Mit Sanierung und Umbau der Schlosskirche und des Schlosses ist ein neues Zentrum für Wissenschaft, Kultur, Ausbildung und kirchliches Lebens am westlichen Eingang in die Wittenberger Altstadt entstanden. In enger Nachbarschaft arbeiten hier die Reformationsgeschichtliche Forschungsbibliothek, das Evangelische Predigerseminar Wittenberg, die Stiftung Christliche Kunst und das Besucherzentrum der Schlosskirche.

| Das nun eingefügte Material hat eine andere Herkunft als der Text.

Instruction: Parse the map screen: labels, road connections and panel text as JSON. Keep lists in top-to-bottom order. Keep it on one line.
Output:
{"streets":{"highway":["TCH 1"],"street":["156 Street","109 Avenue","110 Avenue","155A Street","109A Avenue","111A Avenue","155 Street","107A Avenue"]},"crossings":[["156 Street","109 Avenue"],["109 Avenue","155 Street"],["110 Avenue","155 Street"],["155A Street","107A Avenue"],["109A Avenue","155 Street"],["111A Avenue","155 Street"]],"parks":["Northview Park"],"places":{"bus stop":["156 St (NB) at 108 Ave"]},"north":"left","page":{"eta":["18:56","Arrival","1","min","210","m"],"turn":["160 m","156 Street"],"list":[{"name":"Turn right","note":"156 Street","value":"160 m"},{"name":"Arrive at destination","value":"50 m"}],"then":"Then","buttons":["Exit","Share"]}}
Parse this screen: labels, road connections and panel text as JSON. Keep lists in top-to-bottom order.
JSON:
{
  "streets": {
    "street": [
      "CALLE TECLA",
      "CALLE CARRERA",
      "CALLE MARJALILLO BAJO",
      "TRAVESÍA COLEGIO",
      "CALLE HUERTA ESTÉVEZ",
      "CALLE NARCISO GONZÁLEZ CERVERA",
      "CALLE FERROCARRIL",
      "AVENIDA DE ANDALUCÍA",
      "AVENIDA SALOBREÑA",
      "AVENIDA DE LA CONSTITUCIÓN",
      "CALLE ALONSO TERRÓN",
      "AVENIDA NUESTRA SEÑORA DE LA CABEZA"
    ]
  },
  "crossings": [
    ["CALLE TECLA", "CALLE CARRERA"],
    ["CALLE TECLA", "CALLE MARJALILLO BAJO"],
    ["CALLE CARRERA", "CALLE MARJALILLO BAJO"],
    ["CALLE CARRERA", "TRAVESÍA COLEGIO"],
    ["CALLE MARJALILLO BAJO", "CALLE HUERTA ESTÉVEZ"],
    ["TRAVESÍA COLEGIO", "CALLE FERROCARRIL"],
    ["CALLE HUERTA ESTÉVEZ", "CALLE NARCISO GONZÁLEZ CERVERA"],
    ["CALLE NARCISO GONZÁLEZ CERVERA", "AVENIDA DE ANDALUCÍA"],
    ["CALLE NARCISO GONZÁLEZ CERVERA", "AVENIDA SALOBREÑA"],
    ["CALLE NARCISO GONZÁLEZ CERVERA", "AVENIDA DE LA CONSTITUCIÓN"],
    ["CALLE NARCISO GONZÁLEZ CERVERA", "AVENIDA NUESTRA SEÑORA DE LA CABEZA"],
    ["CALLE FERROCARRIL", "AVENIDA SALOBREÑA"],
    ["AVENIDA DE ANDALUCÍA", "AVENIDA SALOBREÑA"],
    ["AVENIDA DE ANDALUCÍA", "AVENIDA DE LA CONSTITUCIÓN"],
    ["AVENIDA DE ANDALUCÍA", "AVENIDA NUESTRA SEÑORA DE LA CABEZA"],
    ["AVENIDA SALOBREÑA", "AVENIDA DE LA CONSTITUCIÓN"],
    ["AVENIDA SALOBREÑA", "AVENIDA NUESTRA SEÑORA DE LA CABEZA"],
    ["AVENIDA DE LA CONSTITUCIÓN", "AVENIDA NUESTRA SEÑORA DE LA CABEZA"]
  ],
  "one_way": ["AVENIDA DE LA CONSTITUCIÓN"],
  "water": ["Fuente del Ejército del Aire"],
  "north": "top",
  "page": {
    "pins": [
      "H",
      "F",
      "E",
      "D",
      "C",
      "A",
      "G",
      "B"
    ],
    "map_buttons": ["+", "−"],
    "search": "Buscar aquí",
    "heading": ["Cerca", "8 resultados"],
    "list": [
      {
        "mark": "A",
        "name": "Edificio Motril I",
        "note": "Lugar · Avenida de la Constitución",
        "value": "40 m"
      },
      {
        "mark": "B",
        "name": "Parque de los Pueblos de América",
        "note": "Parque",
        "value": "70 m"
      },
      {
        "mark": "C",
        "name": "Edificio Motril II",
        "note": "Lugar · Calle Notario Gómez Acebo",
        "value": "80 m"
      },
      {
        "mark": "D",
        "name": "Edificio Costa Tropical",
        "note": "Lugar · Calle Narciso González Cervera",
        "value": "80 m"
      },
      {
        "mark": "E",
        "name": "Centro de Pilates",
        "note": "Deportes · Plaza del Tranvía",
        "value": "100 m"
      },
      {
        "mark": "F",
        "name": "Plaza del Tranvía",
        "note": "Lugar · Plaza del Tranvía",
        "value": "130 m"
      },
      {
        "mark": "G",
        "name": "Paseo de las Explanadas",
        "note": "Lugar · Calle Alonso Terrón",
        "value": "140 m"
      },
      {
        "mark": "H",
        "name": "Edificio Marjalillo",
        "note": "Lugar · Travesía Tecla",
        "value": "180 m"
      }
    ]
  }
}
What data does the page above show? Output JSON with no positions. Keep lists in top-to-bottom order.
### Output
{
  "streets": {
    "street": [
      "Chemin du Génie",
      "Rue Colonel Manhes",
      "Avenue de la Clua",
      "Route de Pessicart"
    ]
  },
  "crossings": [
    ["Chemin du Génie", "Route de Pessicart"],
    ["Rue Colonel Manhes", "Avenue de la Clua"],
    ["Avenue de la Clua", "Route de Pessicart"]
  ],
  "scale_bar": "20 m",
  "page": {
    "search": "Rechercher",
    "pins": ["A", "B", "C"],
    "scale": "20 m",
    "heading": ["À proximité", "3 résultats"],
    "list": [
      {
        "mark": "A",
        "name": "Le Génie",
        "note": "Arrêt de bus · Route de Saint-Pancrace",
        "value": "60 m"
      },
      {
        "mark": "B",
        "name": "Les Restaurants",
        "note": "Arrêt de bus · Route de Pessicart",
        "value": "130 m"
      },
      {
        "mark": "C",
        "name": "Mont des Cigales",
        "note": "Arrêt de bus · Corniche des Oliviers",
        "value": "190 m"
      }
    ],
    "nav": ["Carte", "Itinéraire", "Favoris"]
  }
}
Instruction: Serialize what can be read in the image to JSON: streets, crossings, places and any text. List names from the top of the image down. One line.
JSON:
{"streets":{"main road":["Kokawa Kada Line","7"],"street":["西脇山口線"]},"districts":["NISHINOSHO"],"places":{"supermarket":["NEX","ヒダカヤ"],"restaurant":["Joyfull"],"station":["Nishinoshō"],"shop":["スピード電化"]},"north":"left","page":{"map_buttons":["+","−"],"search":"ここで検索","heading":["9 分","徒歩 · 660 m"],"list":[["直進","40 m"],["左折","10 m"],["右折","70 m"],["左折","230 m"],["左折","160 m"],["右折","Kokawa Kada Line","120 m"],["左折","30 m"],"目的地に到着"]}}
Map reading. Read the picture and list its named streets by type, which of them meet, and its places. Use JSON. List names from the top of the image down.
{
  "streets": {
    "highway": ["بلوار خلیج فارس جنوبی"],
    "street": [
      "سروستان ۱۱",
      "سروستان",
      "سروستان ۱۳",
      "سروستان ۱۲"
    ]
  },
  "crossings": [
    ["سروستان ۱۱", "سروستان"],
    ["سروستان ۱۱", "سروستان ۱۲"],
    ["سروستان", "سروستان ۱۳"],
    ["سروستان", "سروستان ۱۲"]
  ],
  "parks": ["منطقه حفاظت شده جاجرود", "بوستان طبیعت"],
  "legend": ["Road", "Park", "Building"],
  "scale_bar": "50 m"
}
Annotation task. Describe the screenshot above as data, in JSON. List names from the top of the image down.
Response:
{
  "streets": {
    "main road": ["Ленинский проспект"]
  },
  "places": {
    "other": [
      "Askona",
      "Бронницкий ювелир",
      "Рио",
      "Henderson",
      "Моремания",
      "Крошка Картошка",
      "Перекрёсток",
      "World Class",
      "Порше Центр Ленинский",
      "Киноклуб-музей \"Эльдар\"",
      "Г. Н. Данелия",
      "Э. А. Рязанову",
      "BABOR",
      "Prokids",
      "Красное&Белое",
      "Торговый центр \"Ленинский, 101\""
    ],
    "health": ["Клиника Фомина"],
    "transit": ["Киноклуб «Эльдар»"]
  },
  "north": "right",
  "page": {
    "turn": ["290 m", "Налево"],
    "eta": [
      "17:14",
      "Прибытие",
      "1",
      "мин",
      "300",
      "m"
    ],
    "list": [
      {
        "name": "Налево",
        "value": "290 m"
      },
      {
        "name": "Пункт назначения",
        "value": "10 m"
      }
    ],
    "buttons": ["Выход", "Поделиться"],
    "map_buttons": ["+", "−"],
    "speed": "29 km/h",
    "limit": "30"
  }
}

Als UNESCO-Weltkulturerbe stellt die Schlosskirche mit den Begräbnisstätten Martin Luthers und Philipp Melanchthons sowie der Tür des Thesenanschlages von 1517 einen touristischen Anziehungspunkt dar. Dem Evangelischen Predigerseminar dient das Gotteshaus als Ausbildungskirche, gemeinsam mit der Schlosskirchengemeinde und unterstützt von der Evangelischen Wittenbergstiftung entfaltet es hier ein facettenreiches kirchengemeindliches und kulturelles Leben.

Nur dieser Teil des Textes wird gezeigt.